■ **DIRECTIONS FOR THIS TASK**
Each record that follows should be reproduced in full, character for character.

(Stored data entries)
────────────────────

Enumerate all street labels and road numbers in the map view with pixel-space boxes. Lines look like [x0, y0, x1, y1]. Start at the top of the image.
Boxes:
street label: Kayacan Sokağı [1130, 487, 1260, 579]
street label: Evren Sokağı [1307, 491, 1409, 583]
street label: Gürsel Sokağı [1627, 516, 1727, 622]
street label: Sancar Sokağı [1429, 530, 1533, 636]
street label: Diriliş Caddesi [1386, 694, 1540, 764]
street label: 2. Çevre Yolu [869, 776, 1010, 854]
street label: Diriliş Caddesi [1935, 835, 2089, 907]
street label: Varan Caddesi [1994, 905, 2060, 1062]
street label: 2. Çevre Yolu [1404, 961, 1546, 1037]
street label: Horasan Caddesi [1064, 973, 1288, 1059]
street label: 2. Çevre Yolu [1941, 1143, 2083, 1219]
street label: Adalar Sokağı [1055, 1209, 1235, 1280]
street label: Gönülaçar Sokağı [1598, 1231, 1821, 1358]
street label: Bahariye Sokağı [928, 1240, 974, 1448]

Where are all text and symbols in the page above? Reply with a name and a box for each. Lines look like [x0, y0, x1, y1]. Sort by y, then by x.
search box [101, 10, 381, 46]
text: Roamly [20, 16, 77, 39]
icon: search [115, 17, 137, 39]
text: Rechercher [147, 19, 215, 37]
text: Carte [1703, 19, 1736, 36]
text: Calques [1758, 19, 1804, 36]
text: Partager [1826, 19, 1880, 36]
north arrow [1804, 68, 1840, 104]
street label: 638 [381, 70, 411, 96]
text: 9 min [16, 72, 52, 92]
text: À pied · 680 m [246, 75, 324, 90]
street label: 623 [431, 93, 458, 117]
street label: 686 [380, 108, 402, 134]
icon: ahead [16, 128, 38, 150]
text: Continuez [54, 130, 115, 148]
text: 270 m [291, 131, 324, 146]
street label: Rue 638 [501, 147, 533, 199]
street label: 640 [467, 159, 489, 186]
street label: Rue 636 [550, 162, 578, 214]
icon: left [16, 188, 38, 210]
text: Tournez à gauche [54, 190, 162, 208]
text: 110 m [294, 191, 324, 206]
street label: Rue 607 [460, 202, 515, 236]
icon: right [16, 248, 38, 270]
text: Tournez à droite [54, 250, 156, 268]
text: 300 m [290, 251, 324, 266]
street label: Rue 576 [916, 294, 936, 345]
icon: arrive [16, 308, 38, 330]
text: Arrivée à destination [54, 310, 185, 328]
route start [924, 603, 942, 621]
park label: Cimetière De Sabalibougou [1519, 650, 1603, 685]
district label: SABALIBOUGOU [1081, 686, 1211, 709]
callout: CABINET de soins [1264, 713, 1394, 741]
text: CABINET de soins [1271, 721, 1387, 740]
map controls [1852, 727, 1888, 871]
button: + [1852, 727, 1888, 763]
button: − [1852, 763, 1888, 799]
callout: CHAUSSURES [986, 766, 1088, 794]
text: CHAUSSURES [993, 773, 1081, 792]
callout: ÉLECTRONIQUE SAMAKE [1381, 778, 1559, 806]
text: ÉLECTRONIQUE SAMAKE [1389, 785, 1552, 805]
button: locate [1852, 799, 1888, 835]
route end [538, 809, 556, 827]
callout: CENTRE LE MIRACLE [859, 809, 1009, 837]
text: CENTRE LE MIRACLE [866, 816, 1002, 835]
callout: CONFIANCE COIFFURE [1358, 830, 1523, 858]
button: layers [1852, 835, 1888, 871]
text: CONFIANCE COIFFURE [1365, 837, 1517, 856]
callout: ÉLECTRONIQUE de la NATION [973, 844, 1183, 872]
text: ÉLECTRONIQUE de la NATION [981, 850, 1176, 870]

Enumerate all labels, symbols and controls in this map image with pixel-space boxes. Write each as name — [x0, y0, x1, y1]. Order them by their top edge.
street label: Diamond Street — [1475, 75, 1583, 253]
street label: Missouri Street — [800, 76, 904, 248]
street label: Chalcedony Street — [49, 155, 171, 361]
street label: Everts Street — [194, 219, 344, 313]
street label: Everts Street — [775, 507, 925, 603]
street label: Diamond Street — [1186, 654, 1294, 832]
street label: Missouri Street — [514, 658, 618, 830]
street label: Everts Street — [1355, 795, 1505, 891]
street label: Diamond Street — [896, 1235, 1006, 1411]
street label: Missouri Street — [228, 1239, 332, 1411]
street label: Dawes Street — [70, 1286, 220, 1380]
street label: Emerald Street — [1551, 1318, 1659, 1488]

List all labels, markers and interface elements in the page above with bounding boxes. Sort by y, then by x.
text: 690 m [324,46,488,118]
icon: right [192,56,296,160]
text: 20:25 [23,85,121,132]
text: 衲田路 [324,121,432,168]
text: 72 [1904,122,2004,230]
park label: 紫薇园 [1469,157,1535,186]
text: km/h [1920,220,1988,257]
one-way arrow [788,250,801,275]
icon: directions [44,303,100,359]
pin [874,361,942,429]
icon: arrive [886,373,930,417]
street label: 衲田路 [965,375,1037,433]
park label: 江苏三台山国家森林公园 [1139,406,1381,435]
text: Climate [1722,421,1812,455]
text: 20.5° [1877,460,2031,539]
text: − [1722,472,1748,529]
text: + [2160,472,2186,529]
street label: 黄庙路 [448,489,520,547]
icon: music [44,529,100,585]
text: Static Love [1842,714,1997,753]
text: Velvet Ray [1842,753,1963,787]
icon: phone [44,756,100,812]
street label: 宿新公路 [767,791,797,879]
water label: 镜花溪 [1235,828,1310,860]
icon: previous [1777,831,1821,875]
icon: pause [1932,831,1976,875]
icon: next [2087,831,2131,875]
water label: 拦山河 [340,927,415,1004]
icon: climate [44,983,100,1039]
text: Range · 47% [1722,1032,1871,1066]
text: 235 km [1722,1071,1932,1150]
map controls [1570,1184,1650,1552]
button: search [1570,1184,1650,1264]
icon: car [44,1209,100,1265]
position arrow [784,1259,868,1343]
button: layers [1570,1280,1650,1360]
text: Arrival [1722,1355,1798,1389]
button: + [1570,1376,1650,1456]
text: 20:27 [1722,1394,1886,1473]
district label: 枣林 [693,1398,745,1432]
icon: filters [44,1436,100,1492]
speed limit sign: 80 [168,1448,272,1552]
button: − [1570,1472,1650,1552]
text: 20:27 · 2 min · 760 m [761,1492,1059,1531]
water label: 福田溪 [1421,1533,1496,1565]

────────────────────

■ **EXERCISE SOLUTION**
Enumerate all street labels and road numbers in the map view with pixel-space boxes. Lines look like [x0, y0, x1, y1]. Start at the top of the image.
Boxes:
street label: Kayacan Sokağı [1130, 487, 1260, 579]
street label: Evren Sokağı [1307, 491, 1409, 583]
street label: Gürsel Sokağı [1627, 516, 1727, 622]
street label: Sancar Sokağı [1429, 530, 1533, 636]
street label: Diriliş Caddesi [1386, 694, 1540, 764]
street label: 2. Çevre Yolu [869, 776, 1010, 854]
street label: Diriliş Caddesi [1935, 835, 2089, 907]
street label: Varan Caddesi [1994, 905, 2060, 1062]
street label: 2. Çevre Yolu [1404, 961, 1546, 1037]
street label: Horasan Caddesi [1064, 973, 1288, 1059]
street label: 2. Çevre Yolu [1941, 1143, 2083, 1219]
street label: Adalar Sokağı [1055, 1209, 1235, 1280]
street label: Gönülaçar Sokağı [1598, 1231, 1821, 1358]
street label: Bahariye Sokağı [928, 1240, 974, 1448]

Where are all text and symbols in the page above? Reply with a name and a box for each. Lines look like [x0, y0, x1, y1]. Sort by y, then by x.
search box [101, 10, 381, 46]
text: Roamly [20, 16, 77, 39]
icon: search [115, 17, 137, 39]
text: Rechercher [147, 19, 215, 37]
text: Carte [1703, 19, 1736, 36]
text: Calques [1758, 19, 1804, 36]
text: Partager [1826, 19, 1880, 36]
north arrow [1804, 68, 1840, 104]
street label: 638 [381, 70, 411, 96]
text: 9 min [16, 72, 52, 92]
text: À pied · 680 m [246, 75, 324, 90]
street label: 623 [431, 93, 458, 117]
street label: 686 [380, 108, 402, 134]
icon: ahead [16, 128, 38, 150]
text: Continuez [54, 130, 115, 148]
text: 270 m [291, 131, 324, 146]
street label: Rue 638 [501, 147, 533, 199]
street label: 640 [467, 159, 489, 186]
street label: Rue 636 [550, 162, 578, 214]
icon: left [16, 188, 38, 210]
text: Tournez à gauche [54, 190, 162, 208]
text: 110 m [294, 191, 324, 206]
street label: Rue 607 [460, 202, 515, 236]
icon: right [16, 248, 38, 270]
text: Tournez à droite [54, 250, 156, 268]
text: 300 m [290, 251, 324, 266]
street label: Rue 576 [916, 294, 936, 345]
icon: arrive [16, 308, 38, 330]
text: Arrivée à destination [54, 310, 185, 328]
route start [924, 603, 942, 621]
park label: Cimetière De Sabalibougou [1519, 650, 1603, 685]
district label: SABALIBOUGOU [1081, 686, 1211, 709]
callout: CABINET de soins [1264, 713, 1394, 741]
text: CABINET de soins [1271, 721, 1387, 740]
map controls [1852, 727, 1888, 871]
button: + [1852, 727, 1888, 763]
button: − [1852, 763, 1888, 799]
callout: CHAUSSURES [986, 766, 1088, 794]
text: CHAUSSURES [993, 773, 1081, 792]
callout: ÉLECTRONIQUE SAMAKE [1381, 778, 1559, 806]
text: ÉLECTRONIQUE SAMAKE [1389, 785, 1552, 805]
button: locate [1852, 799, 1888, 835]
route end [538, 809, 556, 827]
callout: CENTRE LE MIRACLE [859, 809, 1009, 837]
text: CENTRE LE MIRACLE [866, 816, 1002, 835]
callout: CONFIANCE COIFFURE [1358, 830, 1523, 858]
button: layers [1852, 835, 1888, 871]
text: CONFIANCE COIFFURE [1365, 837, 1517, 856]
callout: ÉLECTRONIQUE de la NATION [973, 844, 1183, 872]
text: ÉLECTRONIQUE de la NATION [981, 850, 1176, 870]

Enumerate all labels, symbols and controls in this map image with pixel-space boxes. Write each as name — [x0, y0, x1, y1]. Order them by their top edge.
street label: Diamond Street — [1475, 75, 1583, 253]
street label: Missouri Street — [800, 76, 904, 248]
street label: Chalcedony Street — [49, 155, 171, 361]
street label: Everts Street — [194, 219, 344, 313]
street label: Everts Street — [775, 507, 925, 603]
street label: Diamond Street — [1186, 654, 1294, 832]
street label: Missouri Street — [514, 658, 618, 830]
street label: Everts Street — [1355, 795, 1505, 891]
street label: Diamond Street — [896, 1235, 1006, 1411]
street label: Missouri Street — [228, 1239, 332, 1411]
street label: Dawes Street — [70, 1286, 220, 1380]
street label: Emerald Street — [1551, 1318, 1659, 1488]

List all labels, markers and interface elements in the page above with bounding boxes. Sort by y, then by x.
text: 690 m [324,46,488,118]
icon: right [192,56,296,160]
text: 20:25 [23,85,121,132]
text: 衲田路 [324,121,432,168]
text: 72 [1904,122,2004,230]
park label: 紫薇园 [1469,157,1535,186]
text: km/h [1920,220,1988,257]
one-way arrow [788,250,801,275]
icon: directions [44,303,100,359]
pin [874,361,942,429]
icon: arrive [886,373,930,417]
street label: 衲田路 [965,375,1037,433]
park label: 江苏三台山国家森林公园 [1139,406,1381,435]
text: Climate [1722,421,1812,455]
text: 20.5° [1877,460,2031,539]
text: − [1722,472,1748,529]
text: + [2160,472,2186,529]
street label: 黄庙路 [448,489,520,547]
icon: music [44,529,100,585]
text: Static Love [1842,714,1997,753]
text: Velvet Ray [1842,753,1963,787]
icon: phone [44,756,100,812]
street label: 宿新公路 [767,791,797,879]
water label: 镜花溪 [1235,828,1310,860]
icon: previous [1777,831,1821,875]
icon: pause [1932,831,1976,875]
icon: next [2087,831,2131,875]
water label: 拦山河 [340,927,415,1004]
icon: climate [44,983,100,1039]
text: Range · 47% [1722,1032,1871,1066]
text: 235 km [1722,1071,1932,1150]
map controls [1570,1184,1650,1552]
button: search [1570,1184,1650,1264]
icon: car [44,1209,100,1265]
position arrow [784,1259,868,1343]
button: layers [1570,1280,1650,1360]
text: Arrival [1722,1355,1798,1389]
button: + [1570,1376,1650,1456]
text: 20:27 [1722,1394,1886,1473]
district label: 枣林 [693,1398,745,1432]
icon: filters [44,1436,100,1492]
speed limit sign: 80 [168,1448,272,1552]
button: − [1570,1472,1650,1552]
text: 20:27 · 2 min · 760 m [761,1492,1059,1531]
water label: 福田溪 [1421,1533,1496,1565]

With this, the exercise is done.